Job Summary The DevOps Engineering Lead will play a crucial role in bridging the gap between Engineering and Technology operations team. The primary responsibility will be to streamline the software development process, automate infrastructure deployment, and enhance system reliability, scalability, and security. You will collaborate closely with developers, system administrators, and other stakeholders while reporting to the Chief Technology Officer.
Responsibilities
Design, implement, and maintain continuous integration and continuous deployment (CI/CD) pipelines to automate software delivery processes.
Configure and manage infrastructure as code (IaC) using tools like Terraform, Helm, EKS, Karpenter or CloudFormation to provision and manage cloud resources.

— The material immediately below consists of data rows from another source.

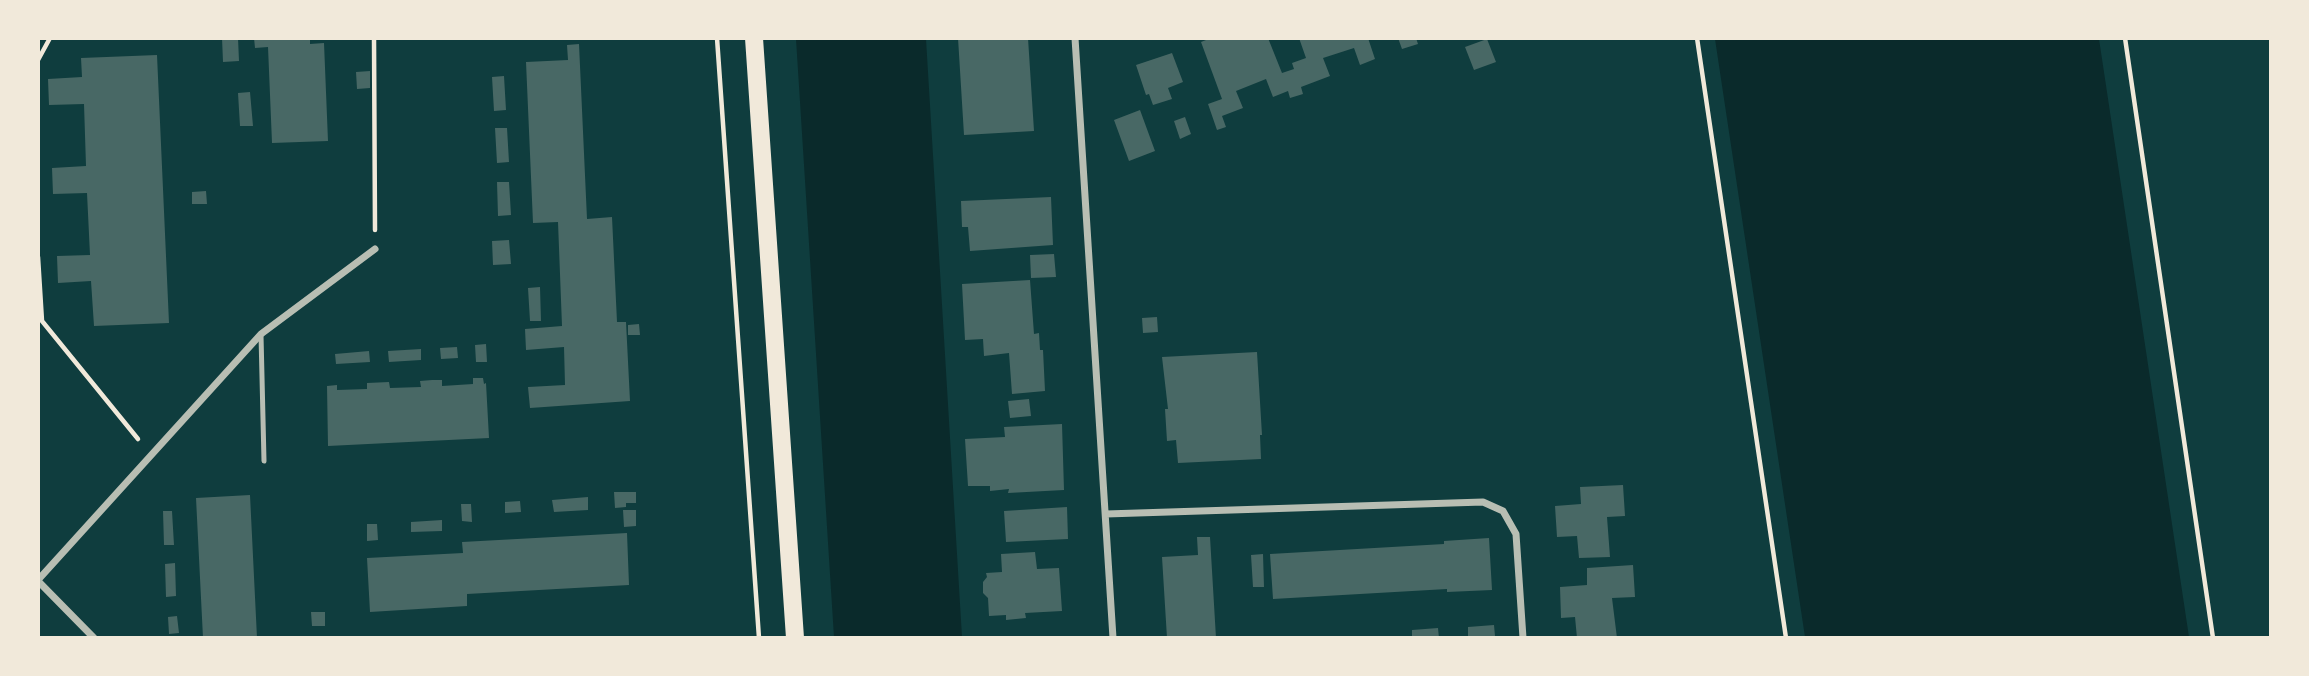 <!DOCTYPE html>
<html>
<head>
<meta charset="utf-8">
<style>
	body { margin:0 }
	#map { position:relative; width:2309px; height:676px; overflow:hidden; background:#0f3d3e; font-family:"Noto Sans",sans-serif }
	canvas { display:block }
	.frame { position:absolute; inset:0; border:40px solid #f1e9da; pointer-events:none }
</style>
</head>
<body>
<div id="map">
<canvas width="2309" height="676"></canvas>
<div class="frame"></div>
</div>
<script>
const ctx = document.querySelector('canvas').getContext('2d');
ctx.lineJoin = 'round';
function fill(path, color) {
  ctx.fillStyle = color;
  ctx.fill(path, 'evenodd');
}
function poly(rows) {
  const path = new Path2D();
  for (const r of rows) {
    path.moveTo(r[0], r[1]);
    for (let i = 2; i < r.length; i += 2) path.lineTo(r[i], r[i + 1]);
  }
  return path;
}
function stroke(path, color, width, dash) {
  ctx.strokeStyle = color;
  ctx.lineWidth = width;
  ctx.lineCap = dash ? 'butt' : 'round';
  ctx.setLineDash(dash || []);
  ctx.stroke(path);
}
fill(poly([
	[796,39,926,39,962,637,834,637],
	[1715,39,2099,39,2189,637,1805,637]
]), '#0a2a2b');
fill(poly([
	[222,38,238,38,239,61,223,62],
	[254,38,310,38,310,44,324,43,328,141,272,143,268,47,255,48],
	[958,38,1028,38,1034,131,964,135],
	[1211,38,1268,38,1282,73,1294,69,1292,63,1306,58,1299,38,1368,38,1375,59,1360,65,1354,48,1323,58,1330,76,1301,87,1303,94,1290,98,1288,91,1273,97,1266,79,1236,91,1243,108,1222,116,1226,127,1217,130,1208,104,1222,99,1201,42],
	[1398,38,1416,38,1418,44,1402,49],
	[1487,39,1496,62,1474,70,1465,47],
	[579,44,587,219,612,217,617,322,626,322,630,401,530,408,528,387,565,385,564,347,526,350,525,329,562,326,558,222,533,223,526,62,568,60,567,45],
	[1172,53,1183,82,1168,88,1172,99,1153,105,1149,94,1146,95,1136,65],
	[157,55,169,323,94,326,91,281,58,283,57,256,90,255,87,193,53,194,52,168,86,166,84,104,49,105,48,79,82,77,81,58],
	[370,71,370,88,357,89,356,72],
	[504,76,506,110,494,111,492,77],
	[250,92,253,126,240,126,238,93],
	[1140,110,1155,151,1129,161,1114,120],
	[1185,117,1191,134,1180,139,1174,121],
	[495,128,507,128,509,162,497,163],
	[497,182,509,182,511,215,498,216],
	[206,191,207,204,192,204,192,192],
	[1051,197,1053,245,970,251,968,227,962,227,961,201],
	[509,240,511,264,493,265,492,241],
	[1054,254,1056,277,1031,278,1030,255],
	[1030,280,1034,334,1039,333,1040,350,1043,350,1045,391,1012,394,1009,353,984,356,983,339,965,340,962,284],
	[540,287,541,321,530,321,528,288],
	[1157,317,1158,332,1143,333,1142,318],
	[639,324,640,335,628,335,628,325],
	[486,344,487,362,476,362,475,345],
	[457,347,458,358,441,359,440,348],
	[421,349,421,360,389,362,388,351],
	[369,351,370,362,336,364,335,354],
	[1257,352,1262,435,1260,435,1261,459,1178,463,1176,440,1167,441,1165,409,1168,409,1162,357],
	[473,378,483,378,484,384,486,383,489,438,328,446,327,386,337,385,337,390,367,389,367,383,389,382,390,388,421,387,420,381,432,380,442,380,442,386,473,384],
	[1029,399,1031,416,1010,418,1008,401],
	[1062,424,1064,490,1008,493,1009,489,990,491,990,486,968,486,965,439,1005,437,1004,427],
	[1623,485,1625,516,1607,517,1610,557,1579,558,1577,536,1557,537,1555,506,1581,504,1580,487],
	[614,492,636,492,636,503,626,503,626,507,615,508],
	[250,495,257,638,203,638,196,498],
	[588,497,588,510,554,512,552,500],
	[520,501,521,512,505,513,505,502],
	[461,504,471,504,472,522,462,521],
	[1067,507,1068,539,1006,542,1004,511],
	[623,510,636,510,636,526,624,527],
	[163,511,172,511,174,545,164,545],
	[442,520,442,531,411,532,411,522],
	[367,524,377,524,378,540,367,541],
	[627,533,629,585,467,594,467,606,370,612,367,558,463,553,462,542],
	[1197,537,1210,537,1216,638,1167,638,1162,557,1198,555],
	[1489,538,1492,590,1447,592,1447,589,1273,599,1270,554,1444,544,1444,541],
	[1035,552,1037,569,1059,568,1062,611,1025,613,1026,618,1006,620,1006,615,989,616,988,598,983,593,983,582,987,577,986,573,1002,572,1001,554],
	[1263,554,1264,587,1253,587,1251,555],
	[175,563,176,596,166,597,165,564],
	[1633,565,1635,597,1612,598,1617,638,1577,638,1575,617,1561,618,1560,587,1587,585,1587,568],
	[311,612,325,612,325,626,312,626],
	[177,616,179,633,169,634,168,617],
	[1494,625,1495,636,1468,637,1468,627],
	[1438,628,1439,638,1412,638,1412,630]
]), '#486865');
stroke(poly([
	[374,38,375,230],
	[717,38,759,638],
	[1697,38,1786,638],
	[2125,38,2213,638],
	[38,60,50,38],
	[38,257,42,321,138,439]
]), '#f1e9da', 4.5);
stroke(poly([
	[261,335,264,461]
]), '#b8beb3', 5);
stroke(poly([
	[1075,38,1113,638],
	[1106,514,1483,502,1503,511,1516,534,1523,638],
	[38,580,261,334,375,249],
	[38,581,94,638]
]), '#b8beb3', 7);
stroke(poly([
	[754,38,795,638]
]), '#f1e9da', 18);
</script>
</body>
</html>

Monitor, analyse, and optimize system performance, resource utilization, and reliability metrics.
Implement and maintain robust monitoring, logging, and alerting solutions to ensure timely detection and resolution of issues.
Collaborate with development teams to improve application architecture for scalability, performance, and security.

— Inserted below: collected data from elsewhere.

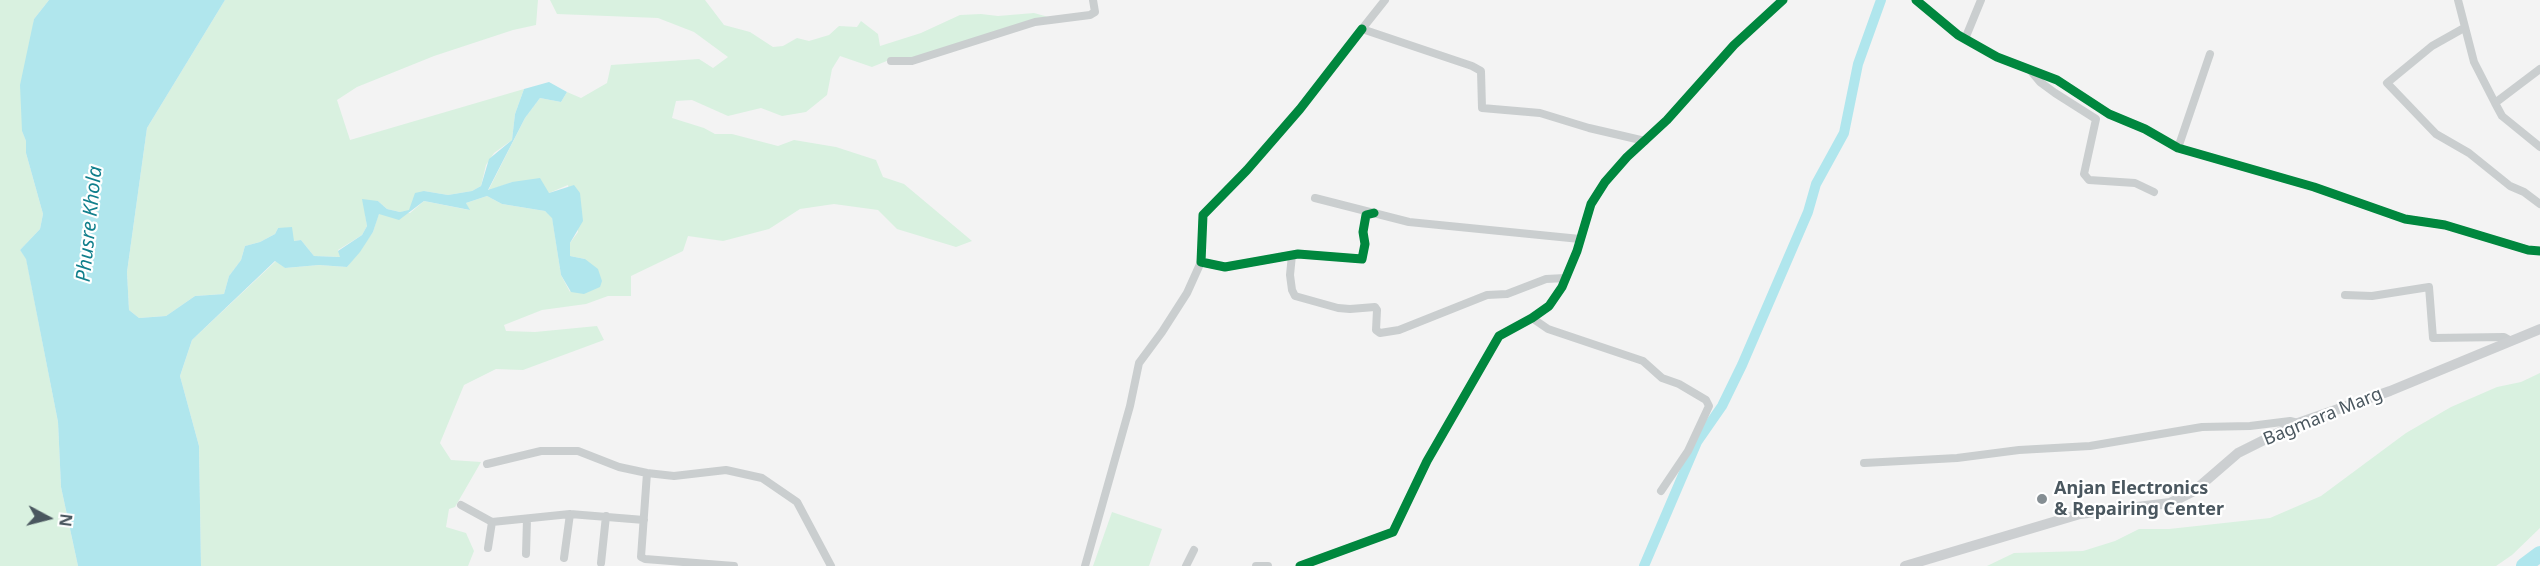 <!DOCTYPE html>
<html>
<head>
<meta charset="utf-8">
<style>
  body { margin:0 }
  #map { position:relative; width:2540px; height:566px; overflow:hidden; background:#f3f3f3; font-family:"Noto Sans",sans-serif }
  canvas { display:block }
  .north { position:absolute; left:18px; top:488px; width:60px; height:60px; -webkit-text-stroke:4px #fff; paint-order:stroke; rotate:97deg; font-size:16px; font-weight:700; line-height:24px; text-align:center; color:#4a575f }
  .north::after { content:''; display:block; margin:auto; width:21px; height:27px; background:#4a575f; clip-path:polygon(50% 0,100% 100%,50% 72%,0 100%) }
</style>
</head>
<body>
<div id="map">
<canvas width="2540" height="566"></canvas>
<div class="north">N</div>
</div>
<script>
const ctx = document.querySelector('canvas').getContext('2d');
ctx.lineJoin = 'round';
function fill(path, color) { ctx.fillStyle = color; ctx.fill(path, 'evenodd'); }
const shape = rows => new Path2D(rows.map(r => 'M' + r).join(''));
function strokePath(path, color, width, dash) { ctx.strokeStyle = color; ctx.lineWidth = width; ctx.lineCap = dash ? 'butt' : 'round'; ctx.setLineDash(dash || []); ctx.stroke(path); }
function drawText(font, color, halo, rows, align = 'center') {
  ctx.font = font + ' "Noto Sans",sans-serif'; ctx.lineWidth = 4.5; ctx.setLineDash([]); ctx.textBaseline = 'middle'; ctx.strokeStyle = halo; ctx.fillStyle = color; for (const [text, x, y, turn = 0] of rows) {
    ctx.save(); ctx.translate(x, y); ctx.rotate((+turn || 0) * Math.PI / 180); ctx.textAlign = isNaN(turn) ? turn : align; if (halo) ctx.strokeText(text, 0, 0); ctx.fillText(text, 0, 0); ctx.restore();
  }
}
fill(shape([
  [0,0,49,0,34,19,22,131,26,141,26,153,43,214,40,229,20,250,26,258,58,422,61,487,78,566,0,566],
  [225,0,538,0,536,25,513,30,434,56,357,87,337,100,350,140,524,89,515,114,512,140,494,153,486,165,481,186,472,191,448,195,424,191,409,211,400,212,387,209,378,201,365,213,367,226,362,235,338,250,341,257,314,256,301,240,294,241,278,228,275,234,260,242,245,246,241,260,229,276,224,294,195,296,166,316,139,318,129,310,127,272,147,128],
  [550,0,705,0,724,25,750,32,773,47,783,46,797,38,809,41,829,35,839,26,857,27,861,21,878,34,880,46,921,33,960,15,981,14,998,16,1034,13,1052,18,913,59,894,58,872,67,840,56,832,69,827,95,806,112,782,116,761,108,728,116,692,100,676,101,672,118,704,128,715,134,732,134,778,146,794,140,836,147,876,160,883,177,904,184,972,241,956,247,897,229,878,210,834,204,800,209,769,229,723,241,688,236,683,251,631,276,631,296,608,296,586,304,542,310,504,325,506,331,535,332,597,326,604,340,523,370,496,369,464,385,440,443,451,460,481,462,455,507,449,509,446,527,466,533,474,551,468,566,201,566,199,446,180,376,192,340,276,261,285,268,319,265,347,267,373,232,379,213,410,213,424,201,469,210,466,203,487,196,502,204,545,211,552,217,561,275,570,292,585,259,570,256,570,243,578,232,568,185,549,193,512,182,488,191,525,118,540,98,561,102,567,92,581,98,607,83,611,65,699,59,713,68,728,57,694,32,658,18,557,14],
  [2540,373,2540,528,2512,555,2496,566,1987,566,2014,553,2083,551,2115,541,2139,529,2169,529,2270,518,2321,496,2406,433,2451,407,2497,387,2521,382],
  [1112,512,1162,529,1149,566,1093,566]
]), '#d9f1e0');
fill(shape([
  [49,0,225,0,147,128,127,272,129,310,139,318,166,316,195,296,224,294,229,276,241,260,245,246,260,242,275,234,278,228,292,227,294,241,301,240,314,256,340,257,338,251,362,235,367,226,362,199,378,201,387,209,400,212,409,210,415,193,424,191,448,195,472,191,481,186,489,159,512,140,515,114,524,89,549,82,567,92,561,102,540,98,525,118,488,190,512,182,540,178,549,193,574,185,580,193,583,221,570,243,570,256,585,259,598,269,602,281,600,287,584,294,571,292,561,275,552,218,545,211,502,204,487,196,466,203,470,210,424,201,399,220,379,214,373,232,360,252,347,267,319,265,285,268,275,261,192,340,180,376,199,446,201,566,78,566,61,487,58,422,26,259,20,250,40,229,43,214,26,153,26,141,22,131,20,85,34,19]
]), '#b0e6ed');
strokePath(shape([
  [1644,566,1697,442,1722,406,1742,365,1808,212,1816,184,1844,133,1858,64,1881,0]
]), '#b0e6ed', 10);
strokePath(shape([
  [2524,566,2540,554]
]), '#b0e6ed', 16);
strokePath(shape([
  [1385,0,1362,29,1472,66,1481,71,1482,108,1540,113,1589,128,1645,141],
  [1916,0,1958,35,1997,57,2057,80,2109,114,2145,129,2178,148,2314,187,2405,219,2445,225,2528,250,2540,251],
  [2458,0,2474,62,2495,103],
  [2464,28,2432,46,2387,83,2436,134,2469,153,2510,186,2524,192,2540,204],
  [1362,29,1300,109,1247,170,1203,215,1201,262,1225,267,1298,254,1362,259,1365,244,1363,232,1366,215,1374,213],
  [1965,39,1981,0],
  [891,61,912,61,1035,22,1090,15,1095,12,1093,0],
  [2540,69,2495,103,2502,116,2540,147],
  [2030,70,2040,82,2055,93,2096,119,2084,174,2089,180,2135,183,2154,192],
  [2178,148,2210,54],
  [1315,198,1409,222,1580,239],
  [1292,255,1290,275,1292,290,1295,296,1338,308,1350,309,1375,307,1377,310,1376,330,1380,333,1399,330,1487,295,1507,294,1546,279,1565,278],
  [2345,295,2372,296,2429,287,2433,338,2504,337,2511,341],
  [1532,318,1548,329,1643,361,1662,378,1679,384,1706,400,1709,406,1688,451,1661,491],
  [1864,463,1957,458,2019,450,2090,446,2202,427,2250,426,2290,421,2298,423],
  [487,464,541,451,578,451,619,467,647,473,674,476,726,470,762,478,797,502,831,566],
  [647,473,641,557,645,559,734,566],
  [461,505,492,522],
  [488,548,492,522,570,514,644,520],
  [526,554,527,519],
  [564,558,570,514],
  [601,563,606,516],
  [1085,566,1130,406,1139,363,1162,332,1187,293,1201,262],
  [1186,566,1194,550],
  [1256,566,1268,566],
  [1300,566,1393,532,1427,461,1499,336,1532,318,1549,306,1562,287,1577,251,1591,204,1605,182,1627,157,1667,120,1734,45,1783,0]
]), '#cacecf', 8);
strokePath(shape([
  [1905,566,2080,514,2170,503,2194,491,2238,453,2298,423,2390,391,2540,329]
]), '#cccfd1', 10);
strokePath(shape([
  [1916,0,1958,35,1997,57,2057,80,2109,114,2145,129,2178,148,2314,187,2405,219,2445,225,2528,250,2540,251],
  [1362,29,1300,109,1247,170,1203,215,1201,262,1225,267,1298,254,1362,259,1365,244,1363,232,1366,215,1374,213],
  [1300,566,1393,532,1427,461,1499,336,1532,318,1549,306,1562,287,1577,251,1591,204,1605,182,1627,157,1667,120,1734,45,1783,0]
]), '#00873e', 9);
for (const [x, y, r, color] of [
  [2042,499,6,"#858e93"]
]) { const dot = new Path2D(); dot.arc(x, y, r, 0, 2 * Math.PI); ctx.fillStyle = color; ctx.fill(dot); strokePath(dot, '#fff', 2); }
drawText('18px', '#4a575f', '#fff', [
  ["Bagmara Marg",2323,417,-22]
]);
drawText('bold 18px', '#4a575f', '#fff', [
  ["Anjan Electronics",2054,489],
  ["& Repairing Center",2054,510]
], 'left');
drawText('italic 20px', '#117f8c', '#fff', [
  ["Phusre Khola",90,224,-84]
]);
</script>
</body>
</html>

Ensure adherence to security best practices and compliance requirements throughout the software development lifecycle.
Troubleshoot and resolve technical issues on Cloud environments.
Provide guidance and support to development teams on DevOps best practices, tools, and processes.
Participate in on-call rotation and incident response activities to ensure system availability and reliability.
Requirements
7 -10 years’ experience in a similar DevOps role managing enterprise grade application and infrastructure
Hands-on experience with CI/CD tools like Jenkins, GitLab CI/CD, or GitHub Actions.
Familiarity with containerization and orchestration tools like Docker and Kubernetes.
Experience with cloud platforms such as AWS, Azure and serverless computing.
Understanding of networking concepts and protocols (TCP/IP, DNS, HTTP, SSL/TLS).
Proficient in Linux/Unix system administration and troubleshooting.
Familiarity with monitoring and logging tools like Prometheus, ELK stack (Elasticsearch, Logstash, Kibana), Grafana or Splunk.
Strong analytical and problem-solving skills with the ability to troubleshoot complex issues in distributed systems.
Excellent communication and collaboration skills to work effectively in a cross-functional team environment.